Why did it fail in the first place?
It should not fail.

Comment 3

[Kai Engert (:KaiE:)]

The code we are talking about is in PSM, not NSS.

Comment 4

[Kai Engert (:KaiE:)]

Comment on attachment 106820 [details] [diff] [review]
move reference counting

The destructor would decrease the reference count, so if it is still at one,
you did free the previous instance.

Comment 5

[Kai Engert (:KaiE:)]

The previous comment was missing a word, i meant you did NOT free the previous
instace.

I don't see the point in fixing this reference counting.
You said on IRC PSM init fails because you don't have a special directory.
Obviously your environment is not appropriate for PSM.
If you changed the reference counting like you suggested, the assertion might no
longer show up, but you didn't really fix the problem.
Instead, you will cause another attempt to init NSS whenever another crypto
portion is triggered, which will fail again.

Since PSM can not work without a sane environment, and you seem to work on some
very special kind of environment, I suggest you do not build or use PSM.

Suggesting wontfix.

Comment 6

[Boris Zbarsky [:bzbarsky]]

Comment on attachment 106820 [details] [diff] [review]
move reference counting

OK.  I'm rescinding the sr after a careful look at the code.  kaie, thanks for
pointing out that this just hides the undelying issue.

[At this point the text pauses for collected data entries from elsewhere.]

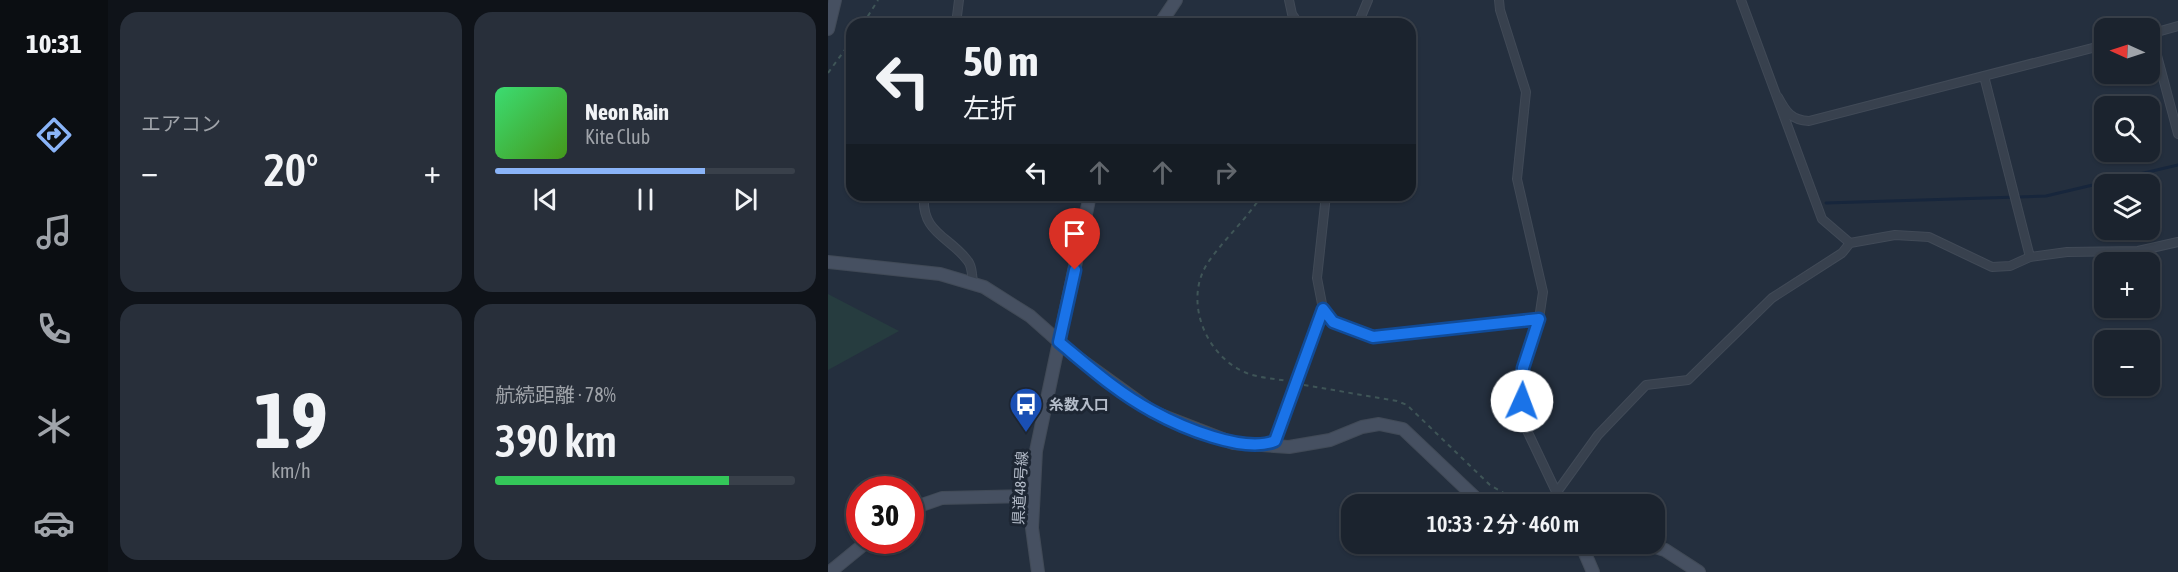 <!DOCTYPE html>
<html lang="ja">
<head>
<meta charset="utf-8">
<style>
	:root { --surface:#1b232e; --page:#282f3a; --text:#f1f3f6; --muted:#a0a4aa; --line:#39404a; --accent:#8ab4f8 }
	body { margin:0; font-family:"Asap Condensed","Noto Sans JP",sans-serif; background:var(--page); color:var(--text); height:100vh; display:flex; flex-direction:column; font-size:22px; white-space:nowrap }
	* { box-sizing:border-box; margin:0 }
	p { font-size:20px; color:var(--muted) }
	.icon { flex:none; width:33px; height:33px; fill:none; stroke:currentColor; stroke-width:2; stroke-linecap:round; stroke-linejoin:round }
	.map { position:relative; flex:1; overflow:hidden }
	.sheet { display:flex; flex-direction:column; gap:12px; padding:12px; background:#0f1319; width:720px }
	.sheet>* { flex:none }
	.banner { position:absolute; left:18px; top:18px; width:570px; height:183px; border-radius:18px; box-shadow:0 2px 4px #0004,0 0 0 2px var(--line); background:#1b232e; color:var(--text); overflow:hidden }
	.needle { width:39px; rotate:273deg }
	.controls { position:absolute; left:1266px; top:18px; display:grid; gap:12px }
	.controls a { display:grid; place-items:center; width:66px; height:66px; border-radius:12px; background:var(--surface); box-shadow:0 2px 4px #0004,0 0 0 2px var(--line); font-size:30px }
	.speed { position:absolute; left:18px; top:476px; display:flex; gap:12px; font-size:30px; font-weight:700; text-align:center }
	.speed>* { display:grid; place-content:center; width:78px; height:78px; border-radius:50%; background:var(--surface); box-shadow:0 2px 4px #0004,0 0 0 2px var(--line); line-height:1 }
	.speed .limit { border:9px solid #d22; background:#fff; color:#111 }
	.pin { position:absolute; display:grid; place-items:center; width:51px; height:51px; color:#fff; margin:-62px -26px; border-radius:50% 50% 50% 0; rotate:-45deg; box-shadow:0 0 6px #0007 }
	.pin .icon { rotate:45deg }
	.me { position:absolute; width:66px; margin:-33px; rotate:2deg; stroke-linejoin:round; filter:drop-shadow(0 0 4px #0008) }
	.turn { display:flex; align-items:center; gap:21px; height:126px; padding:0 18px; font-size:27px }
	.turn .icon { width:78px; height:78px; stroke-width:2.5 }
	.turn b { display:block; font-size:42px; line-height:51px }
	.lanes { display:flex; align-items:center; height:57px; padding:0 18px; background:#0003; justify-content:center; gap:30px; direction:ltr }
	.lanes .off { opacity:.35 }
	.big { font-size:45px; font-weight:600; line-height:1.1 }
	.sheet .card { flex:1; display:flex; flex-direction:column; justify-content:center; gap:9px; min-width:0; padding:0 21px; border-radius:18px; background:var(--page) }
	.sheet .dial { align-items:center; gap:0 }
	.dial b { font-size:78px; line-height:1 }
	.song { display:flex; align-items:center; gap:18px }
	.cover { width:72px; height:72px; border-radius:9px; background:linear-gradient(135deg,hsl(140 70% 55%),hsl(100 70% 35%)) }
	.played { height:6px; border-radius:3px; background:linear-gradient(90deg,var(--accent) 70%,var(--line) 70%) }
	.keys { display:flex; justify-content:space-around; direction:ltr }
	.heat { display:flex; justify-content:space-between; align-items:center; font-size:33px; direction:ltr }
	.charge { height:9px; border-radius:4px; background:linear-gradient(90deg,#34c759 78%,var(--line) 0) }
	.sheet .tiles { flex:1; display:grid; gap:12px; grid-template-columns:repeat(2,1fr) }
	.trip { position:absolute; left:513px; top:494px; width:324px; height:60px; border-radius:18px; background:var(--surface); box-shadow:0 2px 4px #0004,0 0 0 2px var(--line); font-weight:600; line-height:60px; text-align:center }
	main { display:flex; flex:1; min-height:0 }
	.tabs { display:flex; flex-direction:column; width:108px; justify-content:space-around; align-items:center; background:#0b0e12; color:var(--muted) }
	.tabs .icon { width:42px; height:42px }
	.tabs .current { color:var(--accent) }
	.tabs b { font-size:27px; color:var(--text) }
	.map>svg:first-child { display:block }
</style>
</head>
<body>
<main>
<nav class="tabs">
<b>10:31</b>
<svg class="icon current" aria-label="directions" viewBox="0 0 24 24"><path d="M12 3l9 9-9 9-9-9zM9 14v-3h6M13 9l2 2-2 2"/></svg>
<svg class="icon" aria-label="music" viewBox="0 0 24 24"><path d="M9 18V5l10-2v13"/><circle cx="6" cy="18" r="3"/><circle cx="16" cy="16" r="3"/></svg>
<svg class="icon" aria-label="phone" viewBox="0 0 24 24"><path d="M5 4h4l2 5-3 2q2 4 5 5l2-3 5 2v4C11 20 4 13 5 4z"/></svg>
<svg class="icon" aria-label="climate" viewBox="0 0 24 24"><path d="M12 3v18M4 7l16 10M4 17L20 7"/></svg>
<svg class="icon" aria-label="car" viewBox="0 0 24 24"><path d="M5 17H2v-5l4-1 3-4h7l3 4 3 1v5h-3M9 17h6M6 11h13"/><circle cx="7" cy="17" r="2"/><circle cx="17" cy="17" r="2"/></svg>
</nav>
<section class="sheet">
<div class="tiles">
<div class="card"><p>エアコン</p>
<div class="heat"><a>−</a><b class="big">20°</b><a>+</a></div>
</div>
<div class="card">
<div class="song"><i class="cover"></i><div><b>Neon Rain</b><p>Kite Club</p></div></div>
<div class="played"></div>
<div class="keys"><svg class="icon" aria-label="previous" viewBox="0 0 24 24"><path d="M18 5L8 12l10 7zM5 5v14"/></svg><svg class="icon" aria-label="pause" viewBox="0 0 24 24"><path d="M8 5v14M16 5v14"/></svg><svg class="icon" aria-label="next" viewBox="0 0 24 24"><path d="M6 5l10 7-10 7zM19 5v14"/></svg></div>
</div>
<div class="card dial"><b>19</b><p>km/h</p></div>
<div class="card"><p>航続距離 · 78%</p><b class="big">390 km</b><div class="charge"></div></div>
</div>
</section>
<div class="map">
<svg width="1350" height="572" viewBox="0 0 1350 572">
	<rect width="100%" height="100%" fill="#242f3e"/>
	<path fill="#263c3f" d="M0,294L71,331L0,370Z"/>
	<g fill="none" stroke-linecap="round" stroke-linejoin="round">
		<path stroke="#17263c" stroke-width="3" d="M998,203L1218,196L1350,165"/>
		<defs>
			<path id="street" d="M461,0L464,14L471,24
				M671,0L672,10L698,92L689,179L715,292L711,319L695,368L693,418L734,504
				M913,0L994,219L1022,243
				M128,24L131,0
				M530,24L540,0
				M1323,33L1350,134
				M1322,34L1350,26
				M1156,76L1202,257
				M950,97C958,112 963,120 981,121L1276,45
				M96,195C93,233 121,236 139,260C144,265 144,275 145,283
				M498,195L489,278L495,309L505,322L545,337L711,319
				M439,444L447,441L495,309
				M729,492L770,435L818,385L860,380L944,298L1014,253L1022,243L1067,235L1101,237L1164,267L1182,266L1202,257L1239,252L1310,251L1350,242"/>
			<path id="secondary" d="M332,24L348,0
				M0,29L7,0
				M0,262L112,274L156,287L202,316L246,355L325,412L405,443L461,447L502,440L534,427L551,424L575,429L654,504
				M82,509L114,498L205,496
				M748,543H774
				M815,543L837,550L871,572
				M753,544L765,572
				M2,572L41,540
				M210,572L204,528L208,451L262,195"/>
		</defs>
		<use href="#street" stroke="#414a57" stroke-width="10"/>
		<use href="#secondary" stroke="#414a57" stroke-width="14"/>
		<path stroke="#3f5557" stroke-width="2" stroke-dasharray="4.5 4.5" stroke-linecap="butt" d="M35,24L50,0
			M0,73L24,40
			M434,195C418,220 395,240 379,264C356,301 377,353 414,371C428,378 444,378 459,381
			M476,385L569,401L579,405L662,485L695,504"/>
		<use href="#street" stroke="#38414e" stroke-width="8"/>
		<use href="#secondary" stroke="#465061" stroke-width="12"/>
	</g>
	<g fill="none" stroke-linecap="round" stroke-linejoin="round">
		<defs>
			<path id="route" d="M247,270L231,342C260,366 290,393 324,411C353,427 416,454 447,441L495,309L505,322L545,337L711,319L695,368L694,401"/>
		</defs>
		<use href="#route" stroke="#114b97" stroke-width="15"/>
		<use href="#route" stroke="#1a73e8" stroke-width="10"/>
	</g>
	<defs>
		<symbol id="bus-pin" viewBox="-11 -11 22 30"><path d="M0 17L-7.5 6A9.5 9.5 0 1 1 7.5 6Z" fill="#1a4fb4" stroke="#1d2633"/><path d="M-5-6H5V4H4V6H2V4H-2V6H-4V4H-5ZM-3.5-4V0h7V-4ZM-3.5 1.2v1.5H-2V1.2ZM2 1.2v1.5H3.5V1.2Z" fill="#fff"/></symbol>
	</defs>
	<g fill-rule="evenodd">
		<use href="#bus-pin" x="179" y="385" width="38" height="52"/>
	</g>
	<g text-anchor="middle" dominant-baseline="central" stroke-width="6" stroke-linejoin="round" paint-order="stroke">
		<g font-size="15" font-weight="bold" fill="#b4bcc9" stroke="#1d2633" text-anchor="start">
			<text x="221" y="404">糸数入口</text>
		</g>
		<g font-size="15" fill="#b4bcc9" stroke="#1d2633">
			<text transform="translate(192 488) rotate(-87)">県道48号線</text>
		</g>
	</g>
</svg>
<div class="controls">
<a><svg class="needle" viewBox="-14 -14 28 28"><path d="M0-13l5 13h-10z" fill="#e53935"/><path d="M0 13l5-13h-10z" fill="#a0a4aa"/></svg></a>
<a><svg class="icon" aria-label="search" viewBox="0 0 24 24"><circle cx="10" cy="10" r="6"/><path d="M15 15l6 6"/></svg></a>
<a><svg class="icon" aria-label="layers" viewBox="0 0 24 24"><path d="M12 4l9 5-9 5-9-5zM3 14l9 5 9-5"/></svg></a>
<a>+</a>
<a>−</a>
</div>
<div class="speed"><div class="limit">30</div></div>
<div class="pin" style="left:247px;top:270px;background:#d93025"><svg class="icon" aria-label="arrive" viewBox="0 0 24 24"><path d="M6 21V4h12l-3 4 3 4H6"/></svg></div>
<svg class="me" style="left:694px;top:401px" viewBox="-20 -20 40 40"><circle r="19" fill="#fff"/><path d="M0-13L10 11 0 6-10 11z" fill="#1a73e8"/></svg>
<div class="trip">10:33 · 2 分 · 460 m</div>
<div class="banner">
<div class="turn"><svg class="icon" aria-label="left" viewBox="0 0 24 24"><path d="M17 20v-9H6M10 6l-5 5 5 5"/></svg><div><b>50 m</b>左折</div></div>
<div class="lanes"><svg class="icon" aria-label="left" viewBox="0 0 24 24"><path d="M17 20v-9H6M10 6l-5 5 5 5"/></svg><svg class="icon off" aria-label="ahead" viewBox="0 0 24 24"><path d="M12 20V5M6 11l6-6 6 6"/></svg><svg class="icon off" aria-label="ahead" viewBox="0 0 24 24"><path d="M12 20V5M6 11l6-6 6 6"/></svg><svg class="icon off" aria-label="right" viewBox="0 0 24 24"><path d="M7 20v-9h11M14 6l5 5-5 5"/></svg></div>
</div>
</div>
</main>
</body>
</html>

However, I do not think this should be wontfixed.  There _is_ a real problem
here.  If Init() fails, the object gets released and should get destroyed,
decrementing mInstanceCount.  This seems to not be happening.

Further, Init() can fail for a bunch of reasons.  eg, getting the bundle could
fail with an out of memory error.  In such cases, the proper thing to do is to
fail out to the caller, who may want to free up some memory and try again.  And
this is the key part.  Just because we fail to initialize once, does not mean
we will continue to fail in the future and we should deal gracefully with an
init failure.  The fact that this assertion fires shows that we are not dealing
gracefully (and we should keep the refcounting right where it is and address
the real problem, it seems).

Comment 7

[John G. Myers]

Mass reassign ssaux bugs to nobody

Comment 8

[Dana Keeler (she/her) (use needinfo) [:keeler] (on leave)]

I imagine people aren't hitting this assertion, or they would have mentioned it sometime in the past ~14 years.